• DIRECTIONS FOR THIS TASK
Word for word, write out all the entries below, omitting every picture.
==== DATA FOR PROCESSING
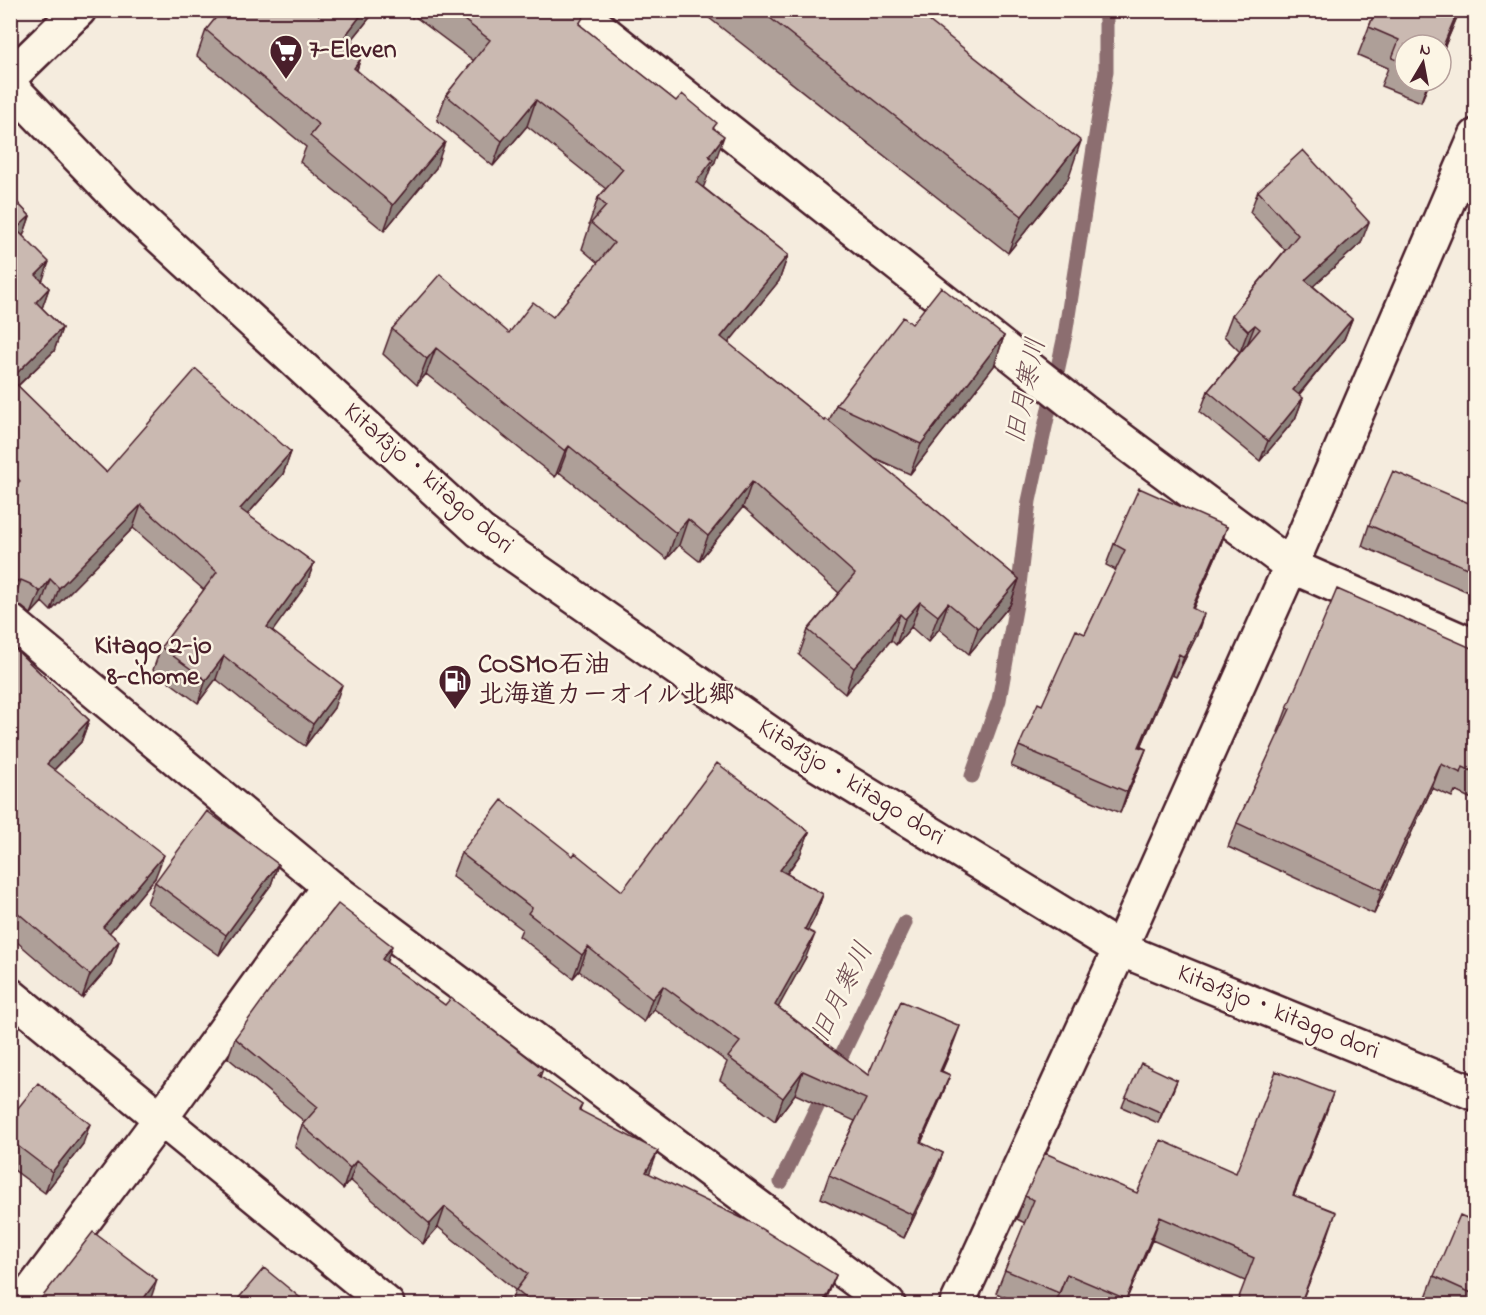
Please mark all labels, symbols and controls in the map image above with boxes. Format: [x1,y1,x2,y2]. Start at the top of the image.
place label: 7-Eleven [309,32,397,70]
supermarket icon: 7-Eleven [268,33,304,80]
north arrow [1393,33,1453,93]
text: N [1418,37,1433,63]
water label: 旧月寒川 [997,334,1057,448]
street label: Kita13jo・kitago dori [334,394,522,564]
district label: Kitago 2-jo 8-chome [94,627,212,697]
place label: COSMO石油 北海道カーオイル北郷 [478,647,734,715]
fuel station icon: COSMO石油 北海道カーオイル北郷 [437,663,473,710]
street label: Kita13jo・kitago dori [750,710,952,856]
water label: 旧月寒川 [802,936,884,1050]
street label: Kita13jo・kitago dori [1171,955,1385,1071]

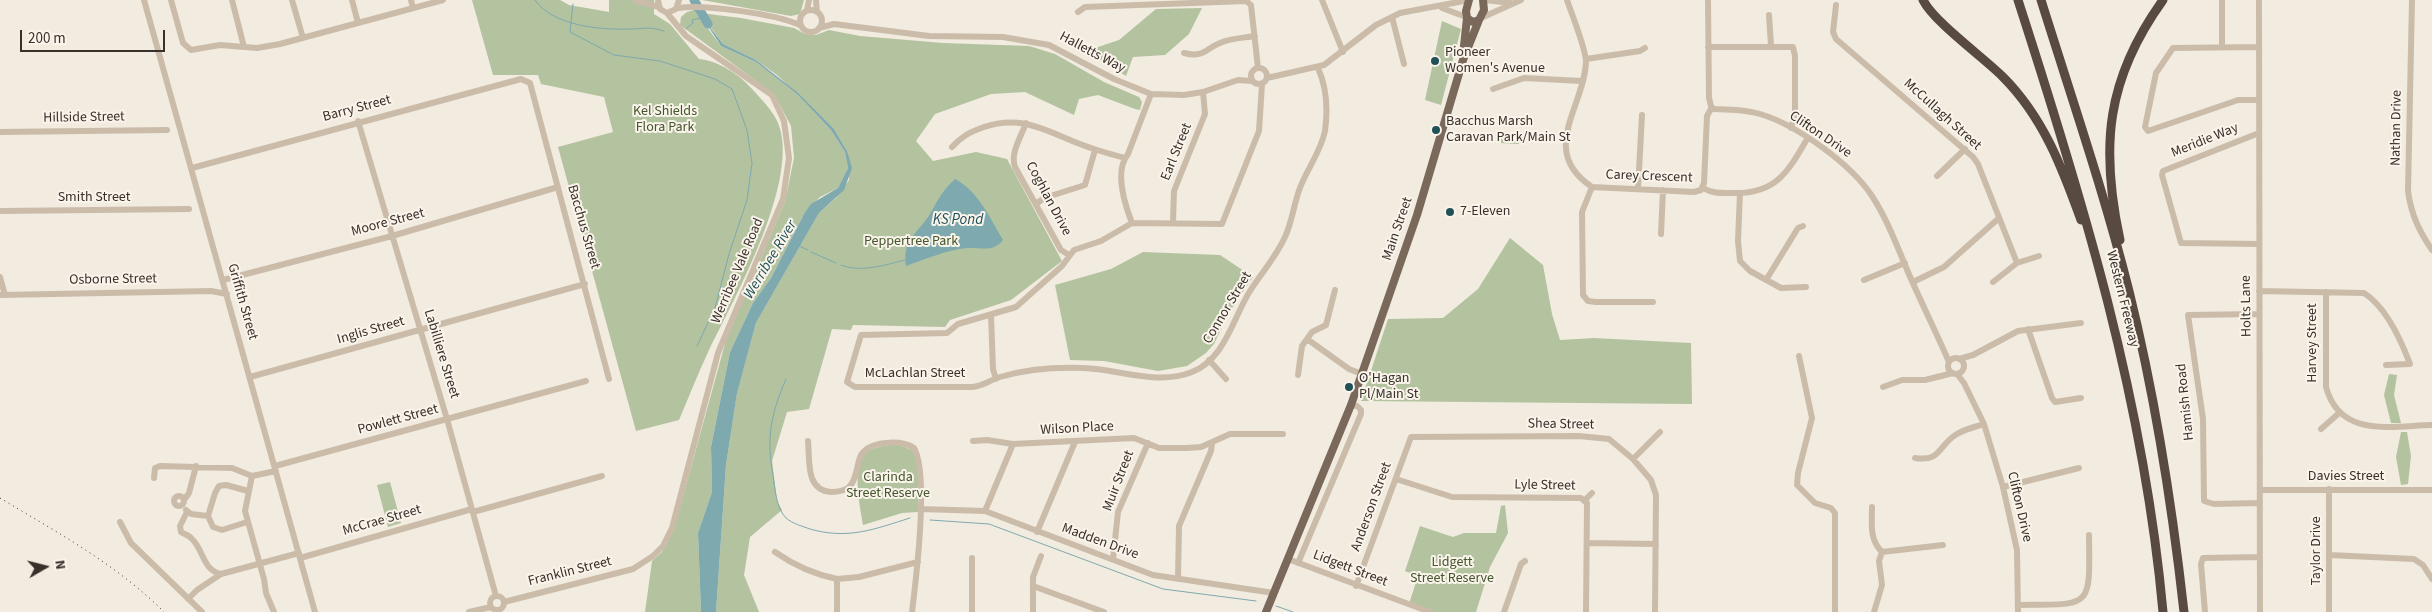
========
• RESPONSE AREA
Please mark all labels, symbols and controls in the map image above with boxes. Format: [x1,y1,x2,y2]. Start at the top of the image.
place label: 7-Eleven [309,32,397,70]
supermarket icon: 7-Eleven [268,33,304,80]
north arrow [1393,33,1453,93]
text: N [1418,37,1433,63]
water label: 旧月寒川 [997,334,1057,448]
street label: Kita13jo・kitago dori [334,394,522,564]
district label: Kitago 2-jo 8-chome [94,627,212,697]
place label: COSMO石油 北海道カーオイル北郷 [478,647,734,715]
fuel station icon: COSMO石油 北海道カーオイル北郷 [437,663,473,710]
street label: Kita13jo・kitago dori [750,710,952,856]
water label: 旧月寒川 [802,936,884,1050]
street label: Kita13jo・kitago dori [1171,955,1385,1071]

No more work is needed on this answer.